** Opening Material supplied block **

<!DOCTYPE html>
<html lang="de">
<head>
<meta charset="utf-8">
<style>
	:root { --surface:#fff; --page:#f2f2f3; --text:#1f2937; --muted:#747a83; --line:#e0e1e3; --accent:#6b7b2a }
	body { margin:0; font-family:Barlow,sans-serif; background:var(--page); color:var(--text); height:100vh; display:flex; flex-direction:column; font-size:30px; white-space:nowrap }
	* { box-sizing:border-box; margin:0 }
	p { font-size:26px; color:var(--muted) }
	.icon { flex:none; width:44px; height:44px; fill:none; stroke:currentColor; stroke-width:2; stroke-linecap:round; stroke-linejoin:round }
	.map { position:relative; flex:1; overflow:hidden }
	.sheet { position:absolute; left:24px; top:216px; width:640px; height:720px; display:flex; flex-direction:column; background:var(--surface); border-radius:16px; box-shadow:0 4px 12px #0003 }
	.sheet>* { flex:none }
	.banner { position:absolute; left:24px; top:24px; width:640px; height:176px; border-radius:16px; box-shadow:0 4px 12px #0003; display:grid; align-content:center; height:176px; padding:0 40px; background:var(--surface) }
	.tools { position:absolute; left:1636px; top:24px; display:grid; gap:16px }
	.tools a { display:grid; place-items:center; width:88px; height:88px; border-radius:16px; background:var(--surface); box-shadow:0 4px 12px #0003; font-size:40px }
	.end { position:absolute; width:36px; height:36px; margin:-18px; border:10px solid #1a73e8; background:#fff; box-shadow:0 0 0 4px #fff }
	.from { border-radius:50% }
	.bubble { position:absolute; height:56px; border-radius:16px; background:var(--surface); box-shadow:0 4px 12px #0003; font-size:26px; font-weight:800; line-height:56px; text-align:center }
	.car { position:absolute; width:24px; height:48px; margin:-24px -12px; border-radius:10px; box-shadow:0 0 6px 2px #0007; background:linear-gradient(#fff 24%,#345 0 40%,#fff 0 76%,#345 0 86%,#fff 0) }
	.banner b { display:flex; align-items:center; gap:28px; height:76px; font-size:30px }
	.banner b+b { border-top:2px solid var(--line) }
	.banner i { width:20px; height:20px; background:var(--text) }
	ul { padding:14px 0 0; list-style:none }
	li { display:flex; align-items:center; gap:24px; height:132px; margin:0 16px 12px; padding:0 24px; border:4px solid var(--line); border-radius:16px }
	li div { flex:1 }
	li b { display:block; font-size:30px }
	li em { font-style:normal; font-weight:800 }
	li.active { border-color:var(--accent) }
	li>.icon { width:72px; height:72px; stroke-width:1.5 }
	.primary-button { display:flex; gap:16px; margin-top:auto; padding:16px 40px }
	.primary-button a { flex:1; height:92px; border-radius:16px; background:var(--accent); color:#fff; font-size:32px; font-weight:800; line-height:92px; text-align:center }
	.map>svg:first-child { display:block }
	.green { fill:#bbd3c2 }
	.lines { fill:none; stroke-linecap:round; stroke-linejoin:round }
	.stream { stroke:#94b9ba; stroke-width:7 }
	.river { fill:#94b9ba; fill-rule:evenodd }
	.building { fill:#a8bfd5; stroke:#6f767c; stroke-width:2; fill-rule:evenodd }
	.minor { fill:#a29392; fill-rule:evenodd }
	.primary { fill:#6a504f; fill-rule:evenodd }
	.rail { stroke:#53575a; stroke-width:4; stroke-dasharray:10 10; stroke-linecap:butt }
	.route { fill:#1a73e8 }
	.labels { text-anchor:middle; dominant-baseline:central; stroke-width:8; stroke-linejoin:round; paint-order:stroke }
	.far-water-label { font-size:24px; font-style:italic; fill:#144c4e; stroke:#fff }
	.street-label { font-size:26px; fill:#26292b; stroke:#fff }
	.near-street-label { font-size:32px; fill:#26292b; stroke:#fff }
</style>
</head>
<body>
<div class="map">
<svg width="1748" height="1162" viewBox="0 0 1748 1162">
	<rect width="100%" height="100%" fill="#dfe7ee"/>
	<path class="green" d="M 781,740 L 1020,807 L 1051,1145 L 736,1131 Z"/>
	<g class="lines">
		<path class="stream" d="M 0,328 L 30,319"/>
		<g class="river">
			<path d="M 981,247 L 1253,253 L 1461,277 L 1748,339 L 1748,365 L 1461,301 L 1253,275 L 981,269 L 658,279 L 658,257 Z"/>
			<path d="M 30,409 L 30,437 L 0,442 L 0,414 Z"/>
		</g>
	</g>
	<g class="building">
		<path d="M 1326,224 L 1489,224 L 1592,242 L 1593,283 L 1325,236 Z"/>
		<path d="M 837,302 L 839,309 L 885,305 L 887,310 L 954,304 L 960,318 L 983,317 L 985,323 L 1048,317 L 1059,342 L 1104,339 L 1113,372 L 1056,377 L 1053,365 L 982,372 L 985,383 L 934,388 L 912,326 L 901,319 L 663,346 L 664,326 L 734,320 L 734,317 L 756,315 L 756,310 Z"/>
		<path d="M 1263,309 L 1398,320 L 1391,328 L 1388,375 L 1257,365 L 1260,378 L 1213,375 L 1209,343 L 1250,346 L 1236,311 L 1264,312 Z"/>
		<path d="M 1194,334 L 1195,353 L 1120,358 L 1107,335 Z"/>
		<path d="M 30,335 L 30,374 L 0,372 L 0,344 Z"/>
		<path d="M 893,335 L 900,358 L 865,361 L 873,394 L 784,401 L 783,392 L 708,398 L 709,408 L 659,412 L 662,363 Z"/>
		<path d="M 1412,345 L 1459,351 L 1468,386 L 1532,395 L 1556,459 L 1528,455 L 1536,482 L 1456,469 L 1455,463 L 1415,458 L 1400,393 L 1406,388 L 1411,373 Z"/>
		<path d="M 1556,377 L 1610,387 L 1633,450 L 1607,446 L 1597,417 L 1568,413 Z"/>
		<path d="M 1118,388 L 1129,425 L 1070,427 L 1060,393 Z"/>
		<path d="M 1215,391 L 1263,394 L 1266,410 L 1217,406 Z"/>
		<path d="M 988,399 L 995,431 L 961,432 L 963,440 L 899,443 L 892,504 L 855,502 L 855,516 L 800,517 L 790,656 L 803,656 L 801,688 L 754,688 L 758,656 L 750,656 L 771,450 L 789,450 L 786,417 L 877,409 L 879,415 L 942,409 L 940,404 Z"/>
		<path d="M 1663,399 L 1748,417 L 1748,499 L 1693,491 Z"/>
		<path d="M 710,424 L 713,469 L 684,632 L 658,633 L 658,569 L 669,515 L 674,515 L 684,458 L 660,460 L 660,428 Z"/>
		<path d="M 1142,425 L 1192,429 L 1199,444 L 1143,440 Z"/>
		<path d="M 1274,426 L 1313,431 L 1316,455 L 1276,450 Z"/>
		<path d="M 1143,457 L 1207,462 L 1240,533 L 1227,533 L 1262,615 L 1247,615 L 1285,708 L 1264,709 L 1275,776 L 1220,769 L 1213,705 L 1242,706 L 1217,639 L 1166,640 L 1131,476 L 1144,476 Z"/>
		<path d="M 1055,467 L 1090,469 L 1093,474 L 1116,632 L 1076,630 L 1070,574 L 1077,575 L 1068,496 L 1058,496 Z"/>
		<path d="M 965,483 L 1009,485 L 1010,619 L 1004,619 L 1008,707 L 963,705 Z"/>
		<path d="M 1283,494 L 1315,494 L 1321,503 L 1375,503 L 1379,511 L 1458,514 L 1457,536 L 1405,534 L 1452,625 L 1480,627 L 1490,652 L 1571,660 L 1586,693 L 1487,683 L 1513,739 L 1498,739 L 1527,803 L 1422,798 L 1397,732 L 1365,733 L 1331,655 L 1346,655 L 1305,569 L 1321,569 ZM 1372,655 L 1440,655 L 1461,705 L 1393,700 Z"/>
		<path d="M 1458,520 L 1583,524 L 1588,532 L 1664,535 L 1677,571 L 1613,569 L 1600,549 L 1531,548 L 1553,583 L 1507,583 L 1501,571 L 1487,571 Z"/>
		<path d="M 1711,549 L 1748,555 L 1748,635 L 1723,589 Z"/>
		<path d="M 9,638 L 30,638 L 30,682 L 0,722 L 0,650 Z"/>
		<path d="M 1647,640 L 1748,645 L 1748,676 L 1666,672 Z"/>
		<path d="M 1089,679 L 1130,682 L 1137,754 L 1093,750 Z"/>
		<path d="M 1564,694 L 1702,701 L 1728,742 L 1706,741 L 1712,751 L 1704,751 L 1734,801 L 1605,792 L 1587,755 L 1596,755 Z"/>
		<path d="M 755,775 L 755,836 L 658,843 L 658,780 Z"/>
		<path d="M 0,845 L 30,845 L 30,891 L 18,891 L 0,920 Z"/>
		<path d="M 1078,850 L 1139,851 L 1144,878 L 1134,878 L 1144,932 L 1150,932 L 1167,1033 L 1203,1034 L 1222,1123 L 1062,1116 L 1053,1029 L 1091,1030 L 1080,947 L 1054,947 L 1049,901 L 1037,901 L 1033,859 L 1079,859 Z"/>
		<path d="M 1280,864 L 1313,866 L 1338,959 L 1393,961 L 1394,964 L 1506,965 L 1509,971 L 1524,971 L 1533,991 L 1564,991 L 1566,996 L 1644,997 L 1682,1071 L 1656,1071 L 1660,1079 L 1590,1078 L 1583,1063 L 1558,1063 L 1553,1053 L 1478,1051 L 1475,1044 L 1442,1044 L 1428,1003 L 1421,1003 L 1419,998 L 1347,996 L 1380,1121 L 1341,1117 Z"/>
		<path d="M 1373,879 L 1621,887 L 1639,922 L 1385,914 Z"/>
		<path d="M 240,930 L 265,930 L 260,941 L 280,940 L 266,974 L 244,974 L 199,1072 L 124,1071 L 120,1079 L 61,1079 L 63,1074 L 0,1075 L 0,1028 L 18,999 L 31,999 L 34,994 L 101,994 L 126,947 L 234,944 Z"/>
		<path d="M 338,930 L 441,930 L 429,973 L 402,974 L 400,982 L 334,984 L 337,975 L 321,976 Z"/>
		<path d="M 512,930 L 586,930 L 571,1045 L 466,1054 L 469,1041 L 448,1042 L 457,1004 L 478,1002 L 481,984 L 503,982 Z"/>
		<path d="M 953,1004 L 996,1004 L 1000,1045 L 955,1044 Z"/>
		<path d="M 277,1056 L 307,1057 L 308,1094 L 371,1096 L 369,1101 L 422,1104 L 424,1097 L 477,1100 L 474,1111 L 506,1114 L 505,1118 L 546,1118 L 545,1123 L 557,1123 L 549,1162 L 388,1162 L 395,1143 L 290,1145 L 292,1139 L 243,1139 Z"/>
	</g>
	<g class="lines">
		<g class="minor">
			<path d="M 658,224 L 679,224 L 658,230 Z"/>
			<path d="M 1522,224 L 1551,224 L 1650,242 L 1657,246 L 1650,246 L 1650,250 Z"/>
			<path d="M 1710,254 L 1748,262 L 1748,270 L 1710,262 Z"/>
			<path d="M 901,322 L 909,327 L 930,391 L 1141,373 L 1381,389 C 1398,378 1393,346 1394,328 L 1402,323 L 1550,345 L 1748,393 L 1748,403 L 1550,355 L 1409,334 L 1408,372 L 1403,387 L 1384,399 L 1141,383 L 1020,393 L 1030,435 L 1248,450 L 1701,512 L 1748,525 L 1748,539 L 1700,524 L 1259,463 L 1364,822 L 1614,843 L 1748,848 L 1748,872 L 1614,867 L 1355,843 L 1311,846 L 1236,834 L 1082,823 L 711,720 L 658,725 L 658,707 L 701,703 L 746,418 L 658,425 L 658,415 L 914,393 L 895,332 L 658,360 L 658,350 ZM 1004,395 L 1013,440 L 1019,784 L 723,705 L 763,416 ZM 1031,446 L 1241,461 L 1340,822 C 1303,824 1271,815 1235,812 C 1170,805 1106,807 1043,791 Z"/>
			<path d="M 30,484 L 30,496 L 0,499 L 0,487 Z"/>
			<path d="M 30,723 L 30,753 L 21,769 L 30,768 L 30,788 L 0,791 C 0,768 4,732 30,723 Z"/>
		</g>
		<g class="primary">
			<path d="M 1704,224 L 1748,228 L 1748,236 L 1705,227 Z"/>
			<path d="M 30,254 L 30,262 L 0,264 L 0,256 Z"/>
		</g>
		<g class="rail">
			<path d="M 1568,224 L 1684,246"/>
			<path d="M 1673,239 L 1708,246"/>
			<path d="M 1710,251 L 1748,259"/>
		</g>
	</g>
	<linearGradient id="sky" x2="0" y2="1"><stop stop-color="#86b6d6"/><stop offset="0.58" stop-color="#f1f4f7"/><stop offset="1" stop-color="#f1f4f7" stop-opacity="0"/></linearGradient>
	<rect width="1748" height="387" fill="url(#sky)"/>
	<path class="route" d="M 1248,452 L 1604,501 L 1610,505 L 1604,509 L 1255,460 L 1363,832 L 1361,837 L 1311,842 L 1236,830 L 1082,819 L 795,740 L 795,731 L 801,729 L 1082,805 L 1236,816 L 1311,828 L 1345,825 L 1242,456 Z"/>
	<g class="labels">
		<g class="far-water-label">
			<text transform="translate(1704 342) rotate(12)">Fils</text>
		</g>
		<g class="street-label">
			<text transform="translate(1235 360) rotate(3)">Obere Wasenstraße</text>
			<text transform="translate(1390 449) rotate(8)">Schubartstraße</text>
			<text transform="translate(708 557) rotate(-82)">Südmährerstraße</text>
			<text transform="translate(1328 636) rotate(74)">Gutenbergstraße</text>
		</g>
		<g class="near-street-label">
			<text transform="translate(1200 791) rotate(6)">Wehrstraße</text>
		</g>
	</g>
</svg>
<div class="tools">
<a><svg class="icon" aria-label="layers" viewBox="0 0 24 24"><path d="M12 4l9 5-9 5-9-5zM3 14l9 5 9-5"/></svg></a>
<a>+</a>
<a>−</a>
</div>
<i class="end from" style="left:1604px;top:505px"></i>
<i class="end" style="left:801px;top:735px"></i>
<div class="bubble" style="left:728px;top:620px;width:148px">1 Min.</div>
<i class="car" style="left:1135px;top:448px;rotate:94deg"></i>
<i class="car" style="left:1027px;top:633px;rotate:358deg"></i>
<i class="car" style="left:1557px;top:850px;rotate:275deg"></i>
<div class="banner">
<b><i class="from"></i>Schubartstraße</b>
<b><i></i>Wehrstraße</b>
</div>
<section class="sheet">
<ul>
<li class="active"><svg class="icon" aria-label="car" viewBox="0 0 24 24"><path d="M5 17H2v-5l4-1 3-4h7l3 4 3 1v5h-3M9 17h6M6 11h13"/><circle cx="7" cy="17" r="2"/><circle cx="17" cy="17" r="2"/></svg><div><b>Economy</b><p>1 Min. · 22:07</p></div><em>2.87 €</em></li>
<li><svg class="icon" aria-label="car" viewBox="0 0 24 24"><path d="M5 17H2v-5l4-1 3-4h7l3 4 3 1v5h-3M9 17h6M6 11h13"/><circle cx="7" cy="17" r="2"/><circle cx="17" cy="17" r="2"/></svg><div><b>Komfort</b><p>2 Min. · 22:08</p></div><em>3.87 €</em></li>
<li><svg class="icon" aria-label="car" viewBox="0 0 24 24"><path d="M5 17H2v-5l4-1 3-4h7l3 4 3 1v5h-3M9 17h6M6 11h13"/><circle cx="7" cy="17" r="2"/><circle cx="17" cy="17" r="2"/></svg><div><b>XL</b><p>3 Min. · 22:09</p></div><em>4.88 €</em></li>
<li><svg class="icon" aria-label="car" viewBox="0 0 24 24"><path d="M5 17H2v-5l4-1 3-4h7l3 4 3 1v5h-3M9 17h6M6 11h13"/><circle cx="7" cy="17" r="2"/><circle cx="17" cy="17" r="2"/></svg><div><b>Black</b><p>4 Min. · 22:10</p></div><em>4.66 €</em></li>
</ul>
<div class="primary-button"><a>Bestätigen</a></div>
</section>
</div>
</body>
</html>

** Closing Material supplied block **

Exact reproduction is required: output the lines from the start of the entries above through the line with "position:absolute; left:1636px; top:24px;".

▶ [Answer]
<!DOCTYPE html>
<html lang="de">
<head>
<meta charset="utf-8">
<style>
	:root { --surface:#fff; --page:#f2f2f3; --text:#1f2937; --muted:#747a83; --line:#e0e1e3; --accent:#6b7b2a }
	body { margin:0; font-family:Barlow,sans-serif; background:var(--page); color:var(--text); height:100vh; display:flex; flex-direction:column; font-size:30px; white-space:nowrap }
	* { box-sizing:border-box; margin:0 }
	p { font-size:26px; color:var(--muted) }
	.icon { flex:none; width:44px; height:44px; fill:none; stroke:currentColor; stroke-width:2; stroke-linecap:round; stroke-linejoin:round }
	.map { position:relative; flex:1; overflow:hidden }
	.sheet { position:absolute; left:24px; top:216px; width:640px; height:720px; display:flex; flex-direction:column; background:var(--surface); border-radius:16px; box-shadow:0 4px 12px #0003 }
	.sheet>* { flex:none }
	.banner { position:absolute; left:24px; top:24px; width:640px; height:176px; border-radius:16px; box-shadow:0 4px 12px #0003; display:grid; align-content:center; height:176px; padding:0 40px; background:var(--surface) }
	.tools { position:absolute; left:1636px; top:24px; display:grid; gap:16px }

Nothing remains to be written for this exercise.